- ENTRIES SUPPLIED:
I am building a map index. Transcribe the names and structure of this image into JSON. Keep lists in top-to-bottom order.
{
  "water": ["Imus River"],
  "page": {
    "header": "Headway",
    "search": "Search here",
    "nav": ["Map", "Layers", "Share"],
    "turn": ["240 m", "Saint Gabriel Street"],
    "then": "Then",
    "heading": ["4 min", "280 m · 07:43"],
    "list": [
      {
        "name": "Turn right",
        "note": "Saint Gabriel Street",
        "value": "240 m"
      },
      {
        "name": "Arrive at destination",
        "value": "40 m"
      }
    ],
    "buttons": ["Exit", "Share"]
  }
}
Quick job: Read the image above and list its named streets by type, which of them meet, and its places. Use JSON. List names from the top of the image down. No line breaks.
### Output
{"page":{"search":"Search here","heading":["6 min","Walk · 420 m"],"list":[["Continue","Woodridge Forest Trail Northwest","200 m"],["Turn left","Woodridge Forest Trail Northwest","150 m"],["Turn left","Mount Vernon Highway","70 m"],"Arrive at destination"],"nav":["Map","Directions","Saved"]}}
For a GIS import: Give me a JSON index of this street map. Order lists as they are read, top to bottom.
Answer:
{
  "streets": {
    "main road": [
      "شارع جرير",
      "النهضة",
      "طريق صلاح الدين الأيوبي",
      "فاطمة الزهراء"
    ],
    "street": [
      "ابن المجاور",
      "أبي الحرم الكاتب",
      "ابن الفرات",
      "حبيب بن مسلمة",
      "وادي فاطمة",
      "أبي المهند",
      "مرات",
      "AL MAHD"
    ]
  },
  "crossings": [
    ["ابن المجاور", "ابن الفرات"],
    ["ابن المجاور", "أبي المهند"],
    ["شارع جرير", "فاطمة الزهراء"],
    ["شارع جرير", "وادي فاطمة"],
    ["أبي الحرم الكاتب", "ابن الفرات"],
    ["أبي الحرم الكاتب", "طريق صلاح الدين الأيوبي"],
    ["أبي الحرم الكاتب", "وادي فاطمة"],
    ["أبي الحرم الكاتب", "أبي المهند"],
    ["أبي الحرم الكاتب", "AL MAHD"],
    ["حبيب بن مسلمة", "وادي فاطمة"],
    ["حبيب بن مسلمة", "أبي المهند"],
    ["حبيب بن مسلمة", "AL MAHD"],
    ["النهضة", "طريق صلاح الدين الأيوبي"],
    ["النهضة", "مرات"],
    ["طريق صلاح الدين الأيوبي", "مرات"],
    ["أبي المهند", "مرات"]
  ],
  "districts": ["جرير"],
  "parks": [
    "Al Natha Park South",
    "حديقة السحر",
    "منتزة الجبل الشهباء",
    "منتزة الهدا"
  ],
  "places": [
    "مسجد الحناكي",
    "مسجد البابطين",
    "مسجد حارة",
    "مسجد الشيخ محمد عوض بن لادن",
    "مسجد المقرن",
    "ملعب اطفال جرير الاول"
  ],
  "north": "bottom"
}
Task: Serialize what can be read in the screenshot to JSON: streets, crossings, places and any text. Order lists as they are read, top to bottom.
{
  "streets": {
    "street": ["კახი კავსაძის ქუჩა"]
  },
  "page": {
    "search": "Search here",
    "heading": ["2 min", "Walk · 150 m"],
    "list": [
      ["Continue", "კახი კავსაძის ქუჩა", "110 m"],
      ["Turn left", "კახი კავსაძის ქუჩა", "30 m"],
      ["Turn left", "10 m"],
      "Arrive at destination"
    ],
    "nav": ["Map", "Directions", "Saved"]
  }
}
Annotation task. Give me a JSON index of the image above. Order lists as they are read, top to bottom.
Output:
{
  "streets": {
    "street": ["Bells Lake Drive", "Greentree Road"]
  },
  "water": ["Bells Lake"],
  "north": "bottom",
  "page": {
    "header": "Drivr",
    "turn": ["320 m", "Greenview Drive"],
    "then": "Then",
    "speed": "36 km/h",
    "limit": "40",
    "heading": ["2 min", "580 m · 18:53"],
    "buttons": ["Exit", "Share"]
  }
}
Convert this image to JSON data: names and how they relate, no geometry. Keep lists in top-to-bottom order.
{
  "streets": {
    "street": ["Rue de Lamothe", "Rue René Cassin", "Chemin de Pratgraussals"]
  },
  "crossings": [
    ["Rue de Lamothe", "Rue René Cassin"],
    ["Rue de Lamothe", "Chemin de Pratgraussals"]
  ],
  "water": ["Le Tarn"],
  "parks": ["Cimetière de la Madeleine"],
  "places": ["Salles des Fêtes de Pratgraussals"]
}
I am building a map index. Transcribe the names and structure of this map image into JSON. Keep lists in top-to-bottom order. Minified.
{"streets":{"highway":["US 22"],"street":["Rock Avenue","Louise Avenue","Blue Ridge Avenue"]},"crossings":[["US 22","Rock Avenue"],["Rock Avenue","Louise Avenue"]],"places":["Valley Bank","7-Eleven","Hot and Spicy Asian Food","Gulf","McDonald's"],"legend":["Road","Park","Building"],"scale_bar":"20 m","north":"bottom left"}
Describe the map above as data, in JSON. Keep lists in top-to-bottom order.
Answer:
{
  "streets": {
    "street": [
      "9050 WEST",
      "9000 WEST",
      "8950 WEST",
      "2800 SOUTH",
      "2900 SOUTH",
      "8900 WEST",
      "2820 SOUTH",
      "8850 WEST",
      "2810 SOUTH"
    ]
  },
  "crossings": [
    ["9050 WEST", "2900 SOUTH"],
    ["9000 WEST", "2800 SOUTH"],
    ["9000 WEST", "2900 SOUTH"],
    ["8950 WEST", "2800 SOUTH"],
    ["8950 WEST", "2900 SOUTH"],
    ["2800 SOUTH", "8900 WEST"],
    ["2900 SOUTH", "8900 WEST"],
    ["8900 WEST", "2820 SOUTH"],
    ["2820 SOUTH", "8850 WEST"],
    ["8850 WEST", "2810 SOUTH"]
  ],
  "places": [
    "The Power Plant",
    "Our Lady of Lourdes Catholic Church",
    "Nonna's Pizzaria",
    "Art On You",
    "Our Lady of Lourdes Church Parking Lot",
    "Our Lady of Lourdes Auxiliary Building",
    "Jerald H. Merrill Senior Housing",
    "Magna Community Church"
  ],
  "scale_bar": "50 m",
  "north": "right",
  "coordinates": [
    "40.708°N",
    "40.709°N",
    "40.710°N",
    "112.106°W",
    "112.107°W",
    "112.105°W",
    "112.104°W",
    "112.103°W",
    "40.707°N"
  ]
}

- ASSIGNMENT: Report how many lines of the listing hold the string "above", giving only the number.

- ANSWER FOR THE TASK: 3